- [Stored data entries]:
++++++++++
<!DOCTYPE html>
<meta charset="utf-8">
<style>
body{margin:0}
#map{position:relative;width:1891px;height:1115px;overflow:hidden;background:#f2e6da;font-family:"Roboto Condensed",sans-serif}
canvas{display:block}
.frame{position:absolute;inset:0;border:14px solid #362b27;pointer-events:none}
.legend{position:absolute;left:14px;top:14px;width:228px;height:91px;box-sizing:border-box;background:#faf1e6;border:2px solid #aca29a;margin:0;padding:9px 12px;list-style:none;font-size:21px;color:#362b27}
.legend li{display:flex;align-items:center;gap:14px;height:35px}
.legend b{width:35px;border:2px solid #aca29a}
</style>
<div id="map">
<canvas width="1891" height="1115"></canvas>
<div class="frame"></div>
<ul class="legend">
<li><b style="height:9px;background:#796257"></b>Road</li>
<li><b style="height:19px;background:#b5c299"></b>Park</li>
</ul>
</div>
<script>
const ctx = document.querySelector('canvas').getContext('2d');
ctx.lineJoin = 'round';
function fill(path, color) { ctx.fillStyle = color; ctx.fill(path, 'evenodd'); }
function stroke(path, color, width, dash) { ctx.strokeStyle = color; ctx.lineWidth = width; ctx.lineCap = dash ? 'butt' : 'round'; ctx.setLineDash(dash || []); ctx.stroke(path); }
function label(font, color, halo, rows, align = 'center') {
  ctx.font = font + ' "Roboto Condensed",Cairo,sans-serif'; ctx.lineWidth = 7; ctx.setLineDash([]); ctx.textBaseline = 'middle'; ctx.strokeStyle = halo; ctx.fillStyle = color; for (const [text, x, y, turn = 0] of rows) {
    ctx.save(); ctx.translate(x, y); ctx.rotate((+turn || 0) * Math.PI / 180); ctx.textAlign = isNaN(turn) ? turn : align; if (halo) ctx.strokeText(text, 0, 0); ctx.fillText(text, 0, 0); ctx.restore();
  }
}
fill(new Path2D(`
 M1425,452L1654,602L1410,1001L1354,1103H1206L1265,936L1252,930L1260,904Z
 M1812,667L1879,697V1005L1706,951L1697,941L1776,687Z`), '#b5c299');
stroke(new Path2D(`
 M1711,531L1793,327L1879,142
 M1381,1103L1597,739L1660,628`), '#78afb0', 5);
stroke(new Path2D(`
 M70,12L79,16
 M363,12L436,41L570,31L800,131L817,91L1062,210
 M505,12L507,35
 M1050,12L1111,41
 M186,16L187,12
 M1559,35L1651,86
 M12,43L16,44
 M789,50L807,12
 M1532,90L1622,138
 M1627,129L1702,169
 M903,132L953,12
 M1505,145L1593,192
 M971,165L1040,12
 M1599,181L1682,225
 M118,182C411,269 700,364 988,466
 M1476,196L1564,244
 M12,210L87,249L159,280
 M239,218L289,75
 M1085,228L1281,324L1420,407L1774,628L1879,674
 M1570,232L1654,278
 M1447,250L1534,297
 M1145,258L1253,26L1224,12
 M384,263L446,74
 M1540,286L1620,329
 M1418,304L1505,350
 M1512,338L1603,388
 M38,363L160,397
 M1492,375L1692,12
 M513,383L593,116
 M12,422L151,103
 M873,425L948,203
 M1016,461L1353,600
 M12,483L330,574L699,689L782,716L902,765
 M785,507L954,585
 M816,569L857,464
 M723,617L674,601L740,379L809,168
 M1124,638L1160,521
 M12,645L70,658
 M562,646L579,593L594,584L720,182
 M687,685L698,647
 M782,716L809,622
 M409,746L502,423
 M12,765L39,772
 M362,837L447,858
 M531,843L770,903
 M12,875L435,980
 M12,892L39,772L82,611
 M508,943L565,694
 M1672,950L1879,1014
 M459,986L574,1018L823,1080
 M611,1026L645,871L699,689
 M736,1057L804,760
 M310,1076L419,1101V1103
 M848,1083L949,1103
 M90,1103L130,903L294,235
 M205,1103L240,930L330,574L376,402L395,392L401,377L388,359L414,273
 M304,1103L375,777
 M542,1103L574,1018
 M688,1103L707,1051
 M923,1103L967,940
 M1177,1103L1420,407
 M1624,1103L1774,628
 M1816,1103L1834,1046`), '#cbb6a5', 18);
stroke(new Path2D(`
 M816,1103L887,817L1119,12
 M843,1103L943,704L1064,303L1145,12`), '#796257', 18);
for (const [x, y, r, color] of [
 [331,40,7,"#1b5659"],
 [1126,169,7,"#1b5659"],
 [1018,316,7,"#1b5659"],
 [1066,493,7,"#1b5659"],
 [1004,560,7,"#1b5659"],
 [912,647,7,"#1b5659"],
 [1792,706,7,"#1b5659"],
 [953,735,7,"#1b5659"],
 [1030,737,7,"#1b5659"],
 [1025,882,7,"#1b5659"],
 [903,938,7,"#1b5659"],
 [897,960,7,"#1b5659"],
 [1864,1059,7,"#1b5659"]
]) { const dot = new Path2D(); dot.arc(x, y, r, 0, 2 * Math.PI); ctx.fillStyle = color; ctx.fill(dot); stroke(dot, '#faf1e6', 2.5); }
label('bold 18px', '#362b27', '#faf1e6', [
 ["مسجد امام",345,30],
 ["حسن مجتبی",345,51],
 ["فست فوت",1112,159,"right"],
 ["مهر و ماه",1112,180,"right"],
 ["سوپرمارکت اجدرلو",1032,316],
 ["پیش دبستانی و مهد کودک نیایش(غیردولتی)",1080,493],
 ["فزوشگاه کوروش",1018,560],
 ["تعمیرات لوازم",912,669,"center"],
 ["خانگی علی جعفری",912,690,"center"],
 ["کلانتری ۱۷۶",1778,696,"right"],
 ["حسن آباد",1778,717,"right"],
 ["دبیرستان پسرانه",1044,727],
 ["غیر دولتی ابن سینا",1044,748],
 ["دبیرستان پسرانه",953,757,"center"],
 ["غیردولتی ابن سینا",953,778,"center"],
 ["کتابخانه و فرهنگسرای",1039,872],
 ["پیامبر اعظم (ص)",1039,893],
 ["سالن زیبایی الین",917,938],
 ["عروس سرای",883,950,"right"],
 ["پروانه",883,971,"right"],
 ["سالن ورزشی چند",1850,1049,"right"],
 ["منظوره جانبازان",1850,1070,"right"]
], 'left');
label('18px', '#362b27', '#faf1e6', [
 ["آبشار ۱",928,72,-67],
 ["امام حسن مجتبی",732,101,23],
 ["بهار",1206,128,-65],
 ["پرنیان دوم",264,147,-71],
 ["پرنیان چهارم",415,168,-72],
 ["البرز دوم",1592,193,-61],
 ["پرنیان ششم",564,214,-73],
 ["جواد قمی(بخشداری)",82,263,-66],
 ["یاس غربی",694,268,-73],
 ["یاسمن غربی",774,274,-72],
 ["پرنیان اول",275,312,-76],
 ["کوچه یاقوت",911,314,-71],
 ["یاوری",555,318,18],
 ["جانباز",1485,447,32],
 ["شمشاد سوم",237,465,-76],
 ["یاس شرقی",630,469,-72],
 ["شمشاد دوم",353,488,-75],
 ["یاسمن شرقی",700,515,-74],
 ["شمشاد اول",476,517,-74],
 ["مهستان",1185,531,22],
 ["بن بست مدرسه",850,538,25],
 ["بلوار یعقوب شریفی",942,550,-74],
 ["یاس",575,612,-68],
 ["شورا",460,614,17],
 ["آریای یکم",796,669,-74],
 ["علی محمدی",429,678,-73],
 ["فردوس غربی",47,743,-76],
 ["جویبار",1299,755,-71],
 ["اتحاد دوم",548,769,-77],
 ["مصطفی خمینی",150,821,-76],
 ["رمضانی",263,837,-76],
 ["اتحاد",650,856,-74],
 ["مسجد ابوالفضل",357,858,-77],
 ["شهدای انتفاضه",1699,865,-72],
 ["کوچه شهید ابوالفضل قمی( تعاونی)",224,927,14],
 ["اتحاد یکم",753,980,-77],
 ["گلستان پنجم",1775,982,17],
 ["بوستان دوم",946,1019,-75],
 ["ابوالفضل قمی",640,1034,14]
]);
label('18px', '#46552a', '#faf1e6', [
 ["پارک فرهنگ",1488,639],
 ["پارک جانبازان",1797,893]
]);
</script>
++++++++++
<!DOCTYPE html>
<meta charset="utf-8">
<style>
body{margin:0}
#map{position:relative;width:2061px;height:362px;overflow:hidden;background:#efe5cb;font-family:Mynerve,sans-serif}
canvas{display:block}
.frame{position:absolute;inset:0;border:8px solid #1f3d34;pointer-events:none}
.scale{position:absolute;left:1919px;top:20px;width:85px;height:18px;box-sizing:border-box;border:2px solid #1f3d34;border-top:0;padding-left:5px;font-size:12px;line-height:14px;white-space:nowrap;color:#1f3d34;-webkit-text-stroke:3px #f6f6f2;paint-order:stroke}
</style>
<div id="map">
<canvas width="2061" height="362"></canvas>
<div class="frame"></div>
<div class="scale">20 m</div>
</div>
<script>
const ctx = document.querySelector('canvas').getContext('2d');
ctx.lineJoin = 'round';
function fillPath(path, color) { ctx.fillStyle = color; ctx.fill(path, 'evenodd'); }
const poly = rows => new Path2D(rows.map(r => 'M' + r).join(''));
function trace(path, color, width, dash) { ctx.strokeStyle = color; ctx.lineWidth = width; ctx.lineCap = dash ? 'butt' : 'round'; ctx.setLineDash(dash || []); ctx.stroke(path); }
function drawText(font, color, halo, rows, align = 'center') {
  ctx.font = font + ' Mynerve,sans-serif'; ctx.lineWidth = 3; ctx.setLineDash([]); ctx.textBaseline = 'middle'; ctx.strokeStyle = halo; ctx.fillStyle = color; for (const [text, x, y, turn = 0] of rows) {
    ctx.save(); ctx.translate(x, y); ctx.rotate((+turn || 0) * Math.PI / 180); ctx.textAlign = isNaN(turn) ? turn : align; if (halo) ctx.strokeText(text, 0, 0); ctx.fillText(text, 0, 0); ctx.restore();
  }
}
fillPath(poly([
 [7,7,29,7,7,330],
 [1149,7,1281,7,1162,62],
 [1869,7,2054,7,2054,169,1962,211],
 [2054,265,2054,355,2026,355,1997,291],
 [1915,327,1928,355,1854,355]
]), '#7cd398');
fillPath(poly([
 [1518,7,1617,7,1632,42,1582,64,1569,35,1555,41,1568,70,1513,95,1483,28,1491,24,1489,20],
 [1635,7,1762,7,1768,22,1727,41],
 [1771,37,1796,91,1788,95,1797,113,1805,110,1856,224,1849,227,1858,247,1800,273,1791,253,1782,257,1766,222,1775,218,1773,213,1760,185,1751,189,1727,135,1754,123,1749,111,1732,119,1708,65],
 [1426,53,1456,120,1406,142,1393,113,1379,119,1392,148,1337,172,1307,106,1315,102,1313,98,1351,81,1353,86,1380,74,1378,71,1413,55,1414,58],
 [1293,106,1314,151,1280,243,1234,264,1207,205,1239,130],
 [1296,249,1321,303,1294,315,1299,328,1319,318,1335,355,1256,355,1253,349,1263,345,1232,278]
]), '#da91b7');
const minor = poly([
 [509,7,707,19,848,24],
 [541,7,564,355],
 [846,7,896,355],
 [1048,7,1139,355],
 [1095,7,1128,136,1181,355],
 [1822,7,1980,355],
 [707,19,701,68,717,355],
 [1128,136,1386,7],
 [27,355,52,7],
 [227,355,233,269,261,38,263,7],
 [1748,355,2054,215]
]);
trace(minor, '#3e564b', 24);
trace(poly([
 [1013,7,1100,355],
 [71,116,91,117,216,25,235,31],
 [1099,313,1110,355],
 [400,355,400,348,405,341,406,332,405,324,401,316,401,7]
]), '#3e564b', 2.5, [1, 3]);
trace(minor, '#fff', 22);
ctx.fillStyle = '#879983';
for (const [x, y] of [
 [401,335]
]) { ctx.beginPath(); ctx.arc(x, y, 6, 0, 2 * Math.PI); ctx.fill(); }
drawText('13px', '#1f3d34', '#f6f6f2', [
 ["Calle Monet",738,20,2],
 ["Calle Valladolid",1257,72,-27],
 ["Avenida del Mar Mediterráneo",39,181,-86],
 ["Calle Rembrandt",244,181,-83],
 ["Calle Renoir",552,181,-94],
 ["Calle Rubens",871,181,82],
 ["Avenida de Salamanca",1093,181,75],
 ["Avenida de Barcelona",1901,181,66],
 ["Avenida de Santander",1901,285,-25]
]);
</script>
++++++++++
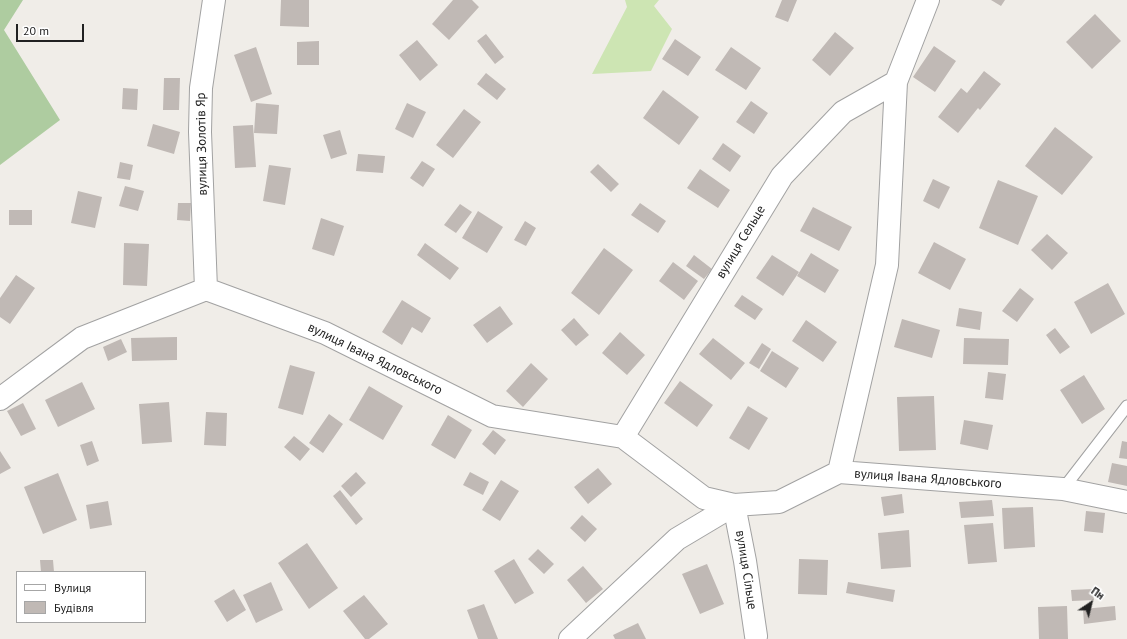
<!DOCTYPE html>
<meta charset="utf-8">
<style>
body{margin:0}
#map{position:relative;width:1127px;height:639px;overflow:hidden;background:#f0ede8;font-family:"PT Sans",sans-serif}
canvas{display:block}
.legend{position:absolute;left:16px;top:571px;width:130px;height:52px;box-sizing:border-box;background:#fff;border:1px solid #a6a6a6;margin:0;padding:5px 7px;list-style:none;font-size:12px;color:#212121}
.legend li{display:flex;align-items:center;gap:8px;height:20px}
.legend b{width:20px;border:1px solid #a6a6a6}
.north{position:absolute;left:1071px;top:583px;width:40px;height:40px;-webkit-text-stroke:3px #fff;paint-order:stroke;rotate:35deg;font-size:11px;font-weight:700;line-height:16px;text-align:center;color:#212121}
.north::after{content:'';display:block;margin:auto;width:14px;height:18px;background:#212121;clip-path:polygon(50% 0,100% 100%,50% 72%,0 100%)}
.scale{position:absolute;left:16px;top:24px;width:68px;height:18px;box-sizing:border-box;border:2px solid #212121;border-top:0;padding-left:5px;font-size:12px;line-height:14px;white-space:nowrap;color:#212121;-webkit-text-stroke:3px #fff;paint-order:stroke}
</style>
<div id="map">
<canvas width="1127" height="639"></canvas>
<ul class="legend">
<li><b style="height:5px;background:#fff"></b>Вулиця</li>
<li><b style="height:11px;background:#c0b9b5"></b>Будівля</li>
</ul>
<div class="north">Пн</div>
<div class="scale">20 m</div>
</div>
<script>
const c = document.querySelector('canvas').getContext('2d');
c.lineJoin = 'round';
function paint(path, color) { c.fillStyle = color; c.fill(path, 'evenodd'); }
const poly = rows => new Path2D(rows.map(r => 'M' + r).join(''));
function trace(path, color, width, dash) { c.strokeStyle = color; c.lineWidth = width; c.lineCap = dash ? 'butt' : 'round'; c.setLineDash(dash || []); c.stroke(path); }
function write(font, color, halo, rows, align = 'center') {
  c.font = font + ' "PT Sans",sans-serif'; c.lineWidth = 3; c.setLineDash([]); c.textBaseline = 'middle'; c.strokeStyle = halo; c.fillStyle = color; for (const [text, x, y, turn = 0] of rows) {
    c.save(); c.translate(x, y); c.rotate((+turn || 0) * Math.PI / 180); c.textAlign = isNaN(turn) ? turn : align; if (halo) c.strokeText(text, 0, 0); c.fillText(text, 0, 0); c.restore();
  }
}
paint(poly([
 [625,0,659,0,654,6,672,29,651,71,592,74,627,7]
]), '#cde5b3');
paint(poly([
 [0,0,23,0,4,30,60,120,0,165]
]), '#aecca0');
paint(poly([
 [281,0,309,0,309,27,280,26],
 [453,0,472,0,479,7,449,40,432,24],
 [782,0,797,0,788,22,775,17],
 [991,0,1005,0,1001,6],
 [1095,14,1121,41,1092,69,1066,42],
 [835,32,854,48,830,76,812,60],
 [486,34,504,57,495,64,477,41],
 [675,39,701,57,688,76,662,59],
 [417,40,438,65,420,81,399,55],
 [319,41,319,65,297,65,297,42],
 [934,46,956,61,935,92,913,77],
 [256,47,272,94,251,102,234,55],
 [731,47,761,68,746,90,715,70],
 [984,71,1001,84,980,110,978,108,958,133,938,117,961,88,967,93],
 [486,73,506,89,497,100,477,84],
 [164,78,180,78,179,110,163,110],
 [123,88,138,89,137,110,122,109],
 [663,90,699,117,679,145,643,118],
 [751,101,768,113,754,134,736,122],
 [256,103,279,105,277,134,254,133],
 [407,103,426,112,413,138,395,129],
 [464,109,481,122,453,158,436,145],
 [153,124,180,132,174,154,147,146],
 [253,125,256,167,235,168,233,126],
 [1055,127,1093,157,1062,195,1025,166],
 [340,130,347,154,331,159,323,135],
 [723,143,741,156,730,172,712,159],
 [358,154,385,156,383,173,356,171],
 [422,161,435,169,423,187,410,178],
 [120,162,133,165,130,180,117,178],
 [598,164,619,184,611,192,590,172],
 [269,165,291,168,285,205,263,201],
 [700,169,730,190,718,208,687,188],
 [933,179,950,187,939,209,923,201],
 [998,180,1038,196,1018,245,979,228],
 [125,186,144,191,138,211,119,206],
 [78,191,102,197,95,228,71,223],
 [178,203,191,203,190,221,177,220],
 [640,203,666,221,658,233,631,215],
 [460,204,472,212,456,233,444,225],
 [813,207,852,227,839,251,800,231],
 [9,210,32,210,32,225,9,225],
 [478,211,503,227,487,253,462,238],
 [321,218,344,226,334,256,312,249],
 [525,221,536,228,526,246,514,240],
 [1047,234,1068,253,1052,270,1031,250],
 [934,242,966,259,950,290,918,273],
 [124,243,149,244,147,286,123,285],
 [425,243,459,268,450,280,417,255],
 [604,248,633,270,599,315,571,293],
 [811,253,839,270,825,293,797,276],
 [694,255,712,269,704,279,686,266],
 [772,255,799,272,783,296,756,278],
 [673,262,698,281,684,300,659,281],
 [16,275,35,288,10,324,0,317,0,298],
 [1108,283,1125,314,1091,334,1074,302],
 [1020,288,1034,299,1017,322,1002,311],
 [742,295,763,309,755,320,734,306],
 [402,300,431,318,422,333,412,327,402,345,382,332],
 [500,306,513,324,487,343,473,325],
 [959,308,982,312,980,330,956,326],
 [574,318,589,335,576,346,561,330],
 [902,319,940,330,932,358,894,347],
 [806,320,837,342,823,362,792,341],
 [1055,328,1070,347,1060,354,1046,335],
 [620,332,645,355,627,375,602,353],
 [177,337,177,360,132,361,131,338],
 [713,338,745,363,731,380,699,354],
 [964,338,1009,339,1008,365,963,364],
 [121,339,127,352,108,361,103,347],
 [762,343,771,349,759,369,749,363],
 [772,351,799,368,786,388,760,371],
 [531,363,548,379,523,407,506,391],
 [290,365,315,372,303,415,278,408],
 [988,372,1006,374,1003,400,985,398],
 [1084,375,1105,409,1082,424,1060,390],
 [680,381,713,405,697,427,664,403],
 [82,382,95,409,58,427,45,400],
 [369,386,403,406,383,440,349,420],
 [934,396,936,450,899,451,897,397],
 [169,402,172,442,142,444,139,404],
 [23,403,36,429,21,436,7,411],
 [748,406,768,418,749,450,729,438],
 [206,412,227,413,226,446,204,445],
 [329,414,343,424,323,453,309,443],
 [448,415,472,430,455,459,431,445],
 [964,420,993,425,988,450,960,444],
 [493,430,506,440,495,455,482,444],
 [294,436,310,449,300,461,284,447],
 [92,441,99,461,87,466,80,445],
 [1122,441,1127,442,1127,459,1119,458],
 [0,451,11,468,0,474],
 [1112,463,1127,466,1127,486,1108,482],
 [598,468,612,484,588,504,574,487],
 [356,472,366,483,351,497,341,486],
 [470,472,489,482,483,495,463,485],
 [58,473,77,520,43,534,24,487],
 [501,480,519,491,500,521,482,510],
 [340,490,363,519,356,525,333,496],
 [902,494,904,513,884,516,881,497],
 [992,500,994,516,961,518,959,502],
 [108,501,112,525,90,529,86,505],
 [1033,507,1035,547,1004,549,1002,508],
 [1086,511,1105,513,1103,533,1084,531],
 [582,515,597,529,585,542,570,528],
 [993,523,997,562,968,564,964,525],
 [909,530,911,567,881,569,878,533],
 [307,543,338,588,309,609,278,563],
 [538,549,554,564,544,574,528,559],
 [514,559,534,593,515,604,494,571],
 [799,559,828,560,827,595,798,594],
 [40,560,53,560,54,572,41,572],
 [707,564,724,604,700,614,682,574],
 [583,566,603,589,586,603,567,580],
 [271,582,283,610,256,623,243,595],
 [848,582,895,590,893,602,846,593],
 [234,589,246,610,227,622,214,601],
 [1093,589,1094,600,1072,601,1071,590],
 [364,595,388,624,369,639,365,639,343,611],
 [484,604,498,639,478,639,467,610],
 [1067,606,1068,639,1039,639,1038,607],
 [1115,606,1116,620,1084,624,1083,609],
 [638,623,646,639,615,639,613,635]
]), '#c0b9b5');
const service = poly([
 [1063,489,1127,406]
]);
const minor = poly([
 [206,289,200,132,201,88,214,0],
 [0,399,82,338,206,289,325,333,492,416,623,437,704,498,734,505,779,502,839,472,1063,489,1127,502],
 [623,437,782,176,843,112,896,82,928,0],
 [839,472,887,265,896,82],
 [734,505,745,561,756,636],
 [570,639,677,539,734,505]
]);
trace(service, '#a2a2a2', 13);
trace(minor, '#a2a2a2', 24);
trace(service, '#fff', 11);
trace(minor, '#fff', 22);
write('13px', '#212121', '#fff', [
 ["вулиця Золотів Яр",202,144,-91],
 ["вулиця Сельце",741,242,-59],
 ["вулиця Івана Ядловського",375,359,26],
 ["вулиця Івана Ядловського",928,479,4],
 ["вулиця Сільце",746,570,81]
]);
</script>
++++++++++
- [The task]:
When the line with "ctx.font = font + ' Mynerve,sans-serif';" is reached in the data above, begin copying, and stop after the line with "[1915,327,1928,355,1854,355]"; copy each line exactly, both ends included.

- [Task output]:
  ctx.font = font + ' Mynerve,sans-serif'; ctx.lineWidth = 3; ctx.setLineDash([]); ctx.textBaseline = 'middle'; ctx.strokeStyle = halo; ctx.fillStyle = color; for (const [text, x, y, turn = 0] of rows) {
    ctx.save(); ctx.translate(x, y); ctx.rotate((+turn || 0) * Math.PI / 180); ctx.textAlign = isNaN(turn) ? turn : align; if (halo) ctx.strokeText(text, 0, 0); ctx.fillText(text, 0, 0); ctx.restore();
  }
}
fillPath(poly([
 [7,7,29,7,7,330],
 [1149,7,1281,7,1162,62],
 [1869,7,2054,7,2054,169,1962,211],
 [2054,265,2054,355,2026,355,1997,291],
 [1915,327,1928,355,1854,355]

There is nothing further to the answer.